ASSIGNMENT: Below are the records. List every line holding the word "them".

Dataset entries:
□ □ □

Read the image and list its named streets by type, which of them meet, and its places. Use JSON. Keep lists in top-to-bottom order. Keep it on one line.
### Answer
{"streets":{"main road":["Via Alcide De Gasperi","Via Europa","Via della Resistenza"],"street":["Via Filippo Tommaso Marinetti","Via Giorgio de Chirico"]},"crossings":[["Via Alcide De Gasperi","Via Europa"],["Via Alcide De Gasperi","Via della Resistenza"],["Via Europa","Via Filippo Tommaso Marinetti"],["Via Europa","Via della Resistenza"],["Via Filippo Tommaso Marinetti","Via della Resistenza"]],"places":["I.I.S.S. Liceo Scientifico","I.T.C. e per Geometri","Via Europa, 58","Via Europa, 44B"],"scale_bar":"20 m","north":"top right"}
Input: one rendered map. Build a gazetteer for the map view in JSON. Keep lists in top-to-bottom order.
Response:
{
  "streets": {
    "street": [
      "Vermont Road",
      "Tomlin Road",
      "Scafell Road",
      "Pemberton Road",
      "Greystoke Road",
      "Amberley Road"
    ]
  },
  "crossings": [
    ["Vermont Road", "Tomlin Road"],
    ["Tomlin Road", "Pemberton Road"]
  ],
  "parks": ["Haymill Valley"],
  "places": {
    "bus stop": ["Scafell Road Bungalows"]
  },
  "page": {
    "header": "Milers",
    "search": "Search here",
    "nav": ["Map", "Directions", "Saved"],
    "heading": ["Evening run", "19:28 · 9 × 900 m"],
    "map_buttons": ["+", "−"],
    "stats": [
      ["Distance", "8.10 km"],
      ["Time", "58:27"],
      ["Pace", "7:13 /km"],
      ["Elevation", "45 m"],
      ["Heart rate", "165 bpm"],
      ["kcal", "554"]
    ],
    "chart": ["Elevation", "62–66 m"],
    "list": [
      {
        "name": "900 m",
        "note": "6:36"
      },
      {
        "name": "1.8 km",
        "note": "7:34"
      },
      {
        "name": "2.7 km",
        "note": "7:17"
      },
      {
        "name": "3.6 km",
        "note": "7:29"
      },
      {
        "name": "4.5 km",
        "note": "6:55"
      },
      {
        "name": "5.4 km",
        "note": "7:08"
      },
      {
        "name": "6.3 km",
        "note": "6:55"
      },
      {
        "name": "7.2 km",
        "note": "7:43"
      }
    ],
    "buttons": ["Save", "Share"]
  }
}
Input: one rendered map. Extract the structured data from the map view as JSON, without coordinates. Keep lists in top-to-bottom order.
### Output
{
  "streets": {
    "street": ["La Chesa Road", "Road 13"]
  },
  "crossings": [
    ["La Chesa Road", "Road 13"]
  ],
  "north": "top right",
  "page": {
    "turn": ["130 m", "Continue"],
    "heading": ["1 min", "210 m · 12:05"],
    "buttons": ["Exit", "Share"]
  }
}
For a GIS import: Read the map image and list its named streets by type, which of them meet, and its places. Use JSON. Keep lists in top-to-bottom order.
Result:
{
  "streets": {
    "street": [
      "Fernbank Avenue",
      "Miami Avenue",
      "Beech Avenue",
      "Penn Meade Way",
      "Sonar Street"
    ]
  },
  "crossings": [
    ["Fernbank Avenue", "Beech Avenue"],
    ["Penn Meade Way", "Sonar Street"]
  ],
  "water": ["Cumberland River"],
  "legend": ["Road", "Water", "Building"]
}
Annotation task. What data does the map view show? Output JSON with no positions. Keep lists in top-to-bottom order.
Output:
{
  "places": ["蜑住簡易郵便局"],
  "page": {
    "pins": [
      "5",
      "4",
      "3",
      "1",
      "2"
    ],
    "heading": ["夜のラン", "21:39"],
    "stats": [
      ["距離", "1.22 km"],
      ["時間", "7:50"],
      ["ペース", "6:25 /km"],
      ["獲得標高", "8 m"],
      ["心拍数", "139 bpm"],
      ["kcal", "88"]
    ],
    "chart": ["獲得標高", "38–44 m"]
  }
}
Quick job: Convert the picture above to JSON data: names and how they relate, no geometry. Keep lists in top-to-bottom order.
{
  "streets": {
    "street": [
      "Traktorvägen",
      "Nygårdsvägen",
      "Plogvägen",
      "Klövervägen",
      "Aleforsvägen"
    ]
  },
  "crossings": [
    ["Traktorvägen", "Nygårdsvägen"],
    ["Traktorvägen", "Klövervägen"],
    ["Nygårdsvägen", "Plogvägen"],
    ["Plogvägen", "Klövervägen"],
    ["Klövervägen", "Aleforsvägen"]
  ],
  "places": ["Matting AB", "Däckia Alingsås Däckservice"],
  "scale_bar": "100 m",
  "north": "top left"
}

□ □ □

RESPONSE TO THIS EXERCISE:
Read the image and list its named streets by type, which of them meet, and its places. Use JSON. Keep lists in top-to-bottom order. Keep it on one line.
For a GIS import: Read the map image and list its named streets by type, which of them meet, and its places. Use JSON. Keep lists in top-to-bottom order.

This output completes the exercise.